» **What you should do**: Search the data for the word "service" and copy every line that contains it.

Data provided START

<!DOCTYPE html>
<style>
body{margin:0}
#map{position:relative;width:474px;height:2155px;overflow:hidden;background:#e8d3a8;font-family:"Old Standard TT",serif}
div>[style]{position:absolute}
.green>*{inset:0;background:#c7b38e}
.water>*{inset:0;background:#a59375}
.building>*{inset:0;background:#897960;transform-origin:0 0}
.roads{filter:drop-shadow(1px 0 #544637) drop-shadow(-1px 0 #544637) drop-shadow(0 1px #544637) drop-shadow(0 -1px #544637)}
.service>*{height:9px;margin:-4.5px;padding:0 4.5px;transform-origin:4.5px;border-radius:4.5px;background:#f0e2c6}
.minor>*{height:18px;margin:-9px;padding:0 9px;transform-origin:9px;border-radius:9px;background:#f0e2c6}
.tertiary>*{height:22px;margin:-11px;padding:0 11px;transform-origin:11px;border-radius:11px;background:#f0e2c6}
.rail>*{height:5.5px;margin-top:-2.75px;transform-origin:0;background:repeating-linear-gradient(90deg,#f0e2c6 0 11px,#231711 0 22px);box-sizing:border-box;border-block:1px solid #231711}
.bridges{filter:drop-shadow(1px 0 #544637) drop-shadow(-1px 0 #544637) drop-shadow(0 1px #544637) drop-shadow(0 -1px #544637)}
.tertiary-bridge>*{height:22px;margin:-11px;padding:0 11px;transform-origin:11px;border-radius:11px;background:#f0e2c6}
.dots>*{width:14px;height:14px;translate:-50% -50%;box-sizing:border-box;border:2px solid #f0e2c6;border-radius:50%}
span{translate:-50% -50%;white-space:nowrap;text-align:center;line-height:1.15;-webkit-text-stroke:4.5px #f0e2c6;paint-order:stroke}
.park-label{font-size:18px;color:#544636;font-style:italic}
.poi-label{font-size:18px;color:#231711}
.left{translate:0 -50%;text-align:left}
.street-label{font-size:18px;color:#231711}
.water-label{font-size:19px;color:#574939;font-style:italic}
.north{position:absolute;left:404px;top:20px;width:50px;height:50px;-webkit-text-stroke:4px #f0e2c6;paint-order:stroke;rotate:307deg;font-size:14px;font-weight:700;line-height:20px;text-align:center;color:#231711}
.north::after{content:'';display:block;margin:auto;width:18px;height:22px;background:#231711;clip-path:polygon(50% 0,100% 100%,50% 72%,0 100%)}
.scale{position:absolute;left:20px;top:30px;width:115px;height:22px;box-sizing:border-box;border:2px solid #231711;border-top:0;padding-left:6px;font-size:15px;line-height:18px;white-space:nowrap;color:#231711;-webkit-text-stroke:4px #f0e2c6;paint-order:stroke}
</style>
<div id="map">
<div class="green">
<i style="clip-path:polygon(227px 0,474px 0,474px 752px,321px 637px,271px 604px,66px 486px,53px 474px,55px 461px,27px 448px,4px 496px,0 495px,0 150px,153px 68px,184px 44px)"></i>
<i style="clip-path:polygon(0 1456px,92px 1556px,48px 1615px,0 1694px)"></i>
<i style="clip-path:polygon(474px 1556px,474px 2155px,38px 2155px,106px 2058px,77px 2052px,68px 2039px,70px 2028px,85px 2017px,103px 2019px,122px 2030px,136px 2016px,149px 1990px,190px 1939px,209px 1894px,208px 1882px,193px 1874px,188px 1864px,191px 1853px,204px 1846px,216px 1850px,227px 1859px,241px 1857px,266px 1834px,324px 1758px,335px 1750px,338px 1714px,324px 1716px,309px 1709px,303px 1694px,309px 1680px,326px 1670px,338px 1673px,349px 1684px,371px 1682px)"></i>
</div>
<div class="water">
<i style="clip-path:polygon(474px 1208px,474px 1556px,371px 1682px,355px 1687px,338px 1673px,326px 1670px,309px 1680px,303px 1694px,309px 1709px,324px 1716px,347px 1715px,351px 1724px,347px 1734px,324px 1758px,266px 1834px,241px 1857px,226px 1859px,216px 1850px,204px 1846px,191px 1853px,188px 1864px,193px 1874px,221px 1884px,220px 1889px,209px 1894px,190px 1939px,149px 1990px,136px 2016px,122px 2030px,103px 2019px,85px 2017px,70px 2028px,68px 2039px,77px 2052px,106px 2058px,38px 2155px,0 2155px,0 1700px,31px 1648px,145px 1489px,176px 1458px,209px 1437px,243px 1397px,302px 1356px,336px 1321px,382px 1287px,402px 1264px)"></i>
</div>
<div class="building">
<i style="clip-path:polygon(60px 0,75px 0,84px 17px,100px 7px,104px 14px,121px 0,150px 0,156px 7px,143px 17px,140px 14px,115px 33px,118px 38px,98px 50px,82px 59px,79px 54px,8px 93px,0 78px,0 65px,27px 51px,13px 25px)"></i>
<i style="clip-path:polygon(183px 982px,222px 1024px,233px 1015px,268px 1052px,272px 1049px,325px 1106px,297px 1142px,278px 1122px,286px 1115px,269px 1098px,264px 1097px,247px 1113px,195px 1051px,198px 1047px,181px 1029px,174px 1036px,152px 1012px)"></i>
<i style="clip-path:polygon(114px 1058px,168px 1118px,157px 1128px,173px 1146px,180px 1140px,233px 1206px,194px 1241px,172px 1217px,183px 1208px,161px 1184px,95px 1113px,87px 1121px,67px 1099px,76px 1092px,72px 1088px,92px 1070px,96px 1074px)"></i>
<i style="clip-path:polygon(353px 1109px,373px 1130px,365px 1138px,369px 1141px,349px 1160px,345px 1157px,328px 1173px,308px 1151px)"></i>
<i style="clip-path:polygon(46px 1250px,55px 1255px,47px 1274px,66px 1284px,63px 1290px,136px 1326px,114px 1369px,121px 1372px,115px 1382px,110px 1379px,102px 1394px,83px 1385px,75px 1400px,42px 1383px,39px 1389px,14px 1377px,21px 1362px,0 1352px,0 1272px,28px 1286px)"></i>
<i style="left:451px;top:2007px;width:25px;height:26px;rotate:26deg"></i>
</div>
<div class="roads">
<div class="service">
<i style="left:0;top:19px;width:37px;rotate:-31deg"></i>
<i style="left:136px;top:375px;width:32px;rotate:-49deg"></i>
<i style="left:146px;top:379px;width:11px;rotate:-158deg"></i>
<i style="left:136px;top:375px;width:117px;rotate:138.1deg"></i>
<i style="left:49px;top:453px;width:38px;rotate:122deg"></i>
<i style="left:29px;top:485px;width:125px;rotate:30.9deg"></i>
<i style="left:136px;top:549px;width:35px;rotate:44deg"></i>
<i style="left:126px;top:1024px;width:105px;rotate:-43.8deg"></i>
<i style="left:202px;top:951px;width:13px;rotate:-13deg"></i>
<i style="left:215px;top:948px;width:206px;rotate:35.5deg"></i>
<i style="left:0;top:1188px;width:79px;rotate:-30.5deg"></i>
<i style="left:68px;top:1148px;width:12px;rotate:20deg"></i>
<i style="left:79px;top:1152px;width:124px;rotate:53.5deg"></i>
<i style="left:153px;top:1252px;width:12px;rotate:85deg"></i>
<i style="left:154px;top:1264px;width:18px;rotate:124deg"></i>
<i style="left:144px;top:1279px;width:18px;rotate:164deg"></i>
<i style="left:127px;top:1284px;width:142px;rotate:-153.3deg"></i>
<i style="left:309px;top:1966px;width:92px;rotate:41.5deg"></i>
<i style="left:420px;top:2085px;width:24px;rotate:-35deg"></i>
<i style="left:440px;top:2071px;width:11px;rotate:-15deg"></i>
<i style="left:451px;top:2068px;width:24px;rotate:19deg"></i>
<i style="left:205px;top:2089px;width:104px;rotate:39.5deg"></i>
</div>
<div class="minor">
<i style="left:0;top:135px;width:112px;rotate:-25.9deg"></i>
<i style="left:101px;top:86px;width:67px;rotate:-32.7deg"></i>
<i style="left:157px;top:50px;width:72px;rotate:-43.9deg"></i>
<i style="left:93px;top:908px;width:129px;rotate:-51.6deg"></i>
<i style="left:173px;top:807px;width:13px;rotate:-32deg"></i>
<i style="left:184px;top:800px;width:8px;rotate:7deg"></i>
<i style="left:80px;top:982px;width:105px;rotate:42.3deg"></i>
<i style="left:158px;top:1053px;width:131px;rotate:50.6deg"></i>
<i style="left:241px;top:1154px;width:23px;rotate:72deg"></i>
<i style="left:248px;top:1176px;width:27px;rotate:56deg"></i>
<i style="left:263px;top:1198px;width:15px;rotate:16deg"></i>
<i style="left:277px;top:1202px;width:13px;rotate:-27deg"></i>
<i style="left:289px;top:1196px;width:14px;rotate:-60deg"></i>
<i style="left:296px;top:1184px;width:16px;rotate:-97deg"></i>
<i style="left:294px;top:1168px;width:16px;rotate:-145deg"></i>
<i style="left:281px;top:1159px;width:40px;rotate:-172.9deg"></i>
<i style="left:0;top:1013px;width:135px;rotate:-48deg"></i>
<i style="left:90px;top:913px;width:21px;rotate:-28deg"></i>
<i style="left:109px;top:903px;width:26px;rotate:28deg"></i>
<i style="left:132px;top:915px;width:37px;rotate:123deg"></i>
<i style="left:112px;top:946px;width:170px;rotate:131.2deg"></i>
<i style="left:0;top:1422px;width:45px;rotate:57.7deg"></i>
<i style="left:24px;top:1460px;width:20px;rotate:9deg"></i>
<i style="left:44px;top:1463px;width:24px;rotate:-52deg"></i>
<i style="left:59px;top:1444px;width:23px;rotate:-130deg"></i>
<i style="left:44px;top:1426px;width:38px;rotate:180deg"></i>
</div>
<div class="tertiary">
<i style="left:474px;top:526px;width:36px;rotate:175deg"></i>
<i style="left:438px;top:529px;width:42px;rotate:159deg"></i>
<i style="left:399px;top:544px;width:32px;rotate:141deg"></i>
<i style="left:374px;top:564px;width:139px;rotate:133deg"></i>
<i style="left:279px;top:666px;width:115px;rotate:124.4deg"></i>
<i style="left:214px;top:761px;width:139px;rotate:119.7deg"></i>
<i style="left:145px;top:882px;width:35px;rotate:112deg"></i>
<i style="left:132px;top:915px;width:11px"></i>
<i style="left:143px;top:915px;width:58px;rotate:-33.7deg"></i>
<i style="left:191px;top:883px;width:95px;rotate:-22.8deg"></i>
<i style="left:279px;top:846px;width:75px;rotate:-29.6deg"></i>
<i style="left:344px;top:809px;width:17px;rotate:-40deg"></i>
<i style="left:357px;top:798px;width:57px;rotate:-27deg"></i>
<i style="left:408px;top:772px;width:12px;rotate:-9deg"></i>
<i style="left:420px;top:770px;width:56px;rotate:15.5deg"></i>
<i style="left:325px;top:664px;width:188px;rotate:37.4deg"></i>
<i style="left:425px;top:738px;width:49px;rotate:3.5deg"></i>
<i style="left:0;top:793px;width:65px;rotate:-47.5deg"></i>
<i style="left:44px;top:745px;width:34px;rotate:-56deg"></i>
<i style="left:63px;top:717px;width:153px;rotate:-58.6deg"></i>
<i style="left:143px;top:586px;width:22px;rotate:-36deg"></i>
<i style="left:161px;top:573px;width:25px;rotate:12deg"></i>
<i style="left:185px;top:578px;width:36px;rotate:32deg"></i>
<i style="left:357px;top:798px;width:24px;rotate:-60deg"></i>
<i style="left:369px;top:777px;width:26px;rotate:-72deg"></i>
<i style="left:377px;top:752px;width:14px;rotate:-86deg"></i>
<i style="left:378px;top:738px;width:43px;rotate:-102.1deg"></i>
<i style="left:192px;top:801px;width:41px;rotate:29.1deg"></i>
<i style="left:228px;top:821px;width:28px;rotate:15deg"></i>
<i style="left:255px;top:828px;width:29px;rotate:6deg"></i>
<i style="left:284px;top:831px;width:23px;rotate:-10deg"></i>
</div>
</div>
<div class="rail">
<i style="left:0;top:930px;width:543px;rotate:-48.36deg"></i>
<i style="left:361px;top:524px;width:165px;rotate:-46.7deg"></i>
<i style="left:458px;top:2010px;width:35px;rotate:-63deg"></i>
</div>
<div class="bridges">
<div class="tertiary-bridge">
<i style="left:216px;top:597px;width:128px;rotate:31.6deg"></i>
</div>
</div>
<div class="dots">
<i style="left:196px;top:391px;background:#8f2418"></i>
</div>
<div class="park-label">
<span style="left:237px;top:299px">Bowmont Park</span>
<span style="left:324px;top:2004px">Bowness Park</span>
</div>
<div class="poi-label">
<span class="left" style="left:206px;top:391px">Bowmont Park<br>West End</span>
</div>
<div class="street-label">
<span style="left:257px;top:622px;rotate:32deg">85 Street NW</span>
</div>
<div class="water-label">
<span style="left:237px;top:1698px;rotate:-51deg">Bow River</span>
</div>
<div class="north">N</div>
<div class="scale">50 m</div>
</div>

Data provided END

» **Solved problem**:
.service>*{height:9px;margin:-4.5px;padding:0 4.5px;transform-origin:4.5px;border-radius:4.5px;background:#f0e2c6}
<div class="service">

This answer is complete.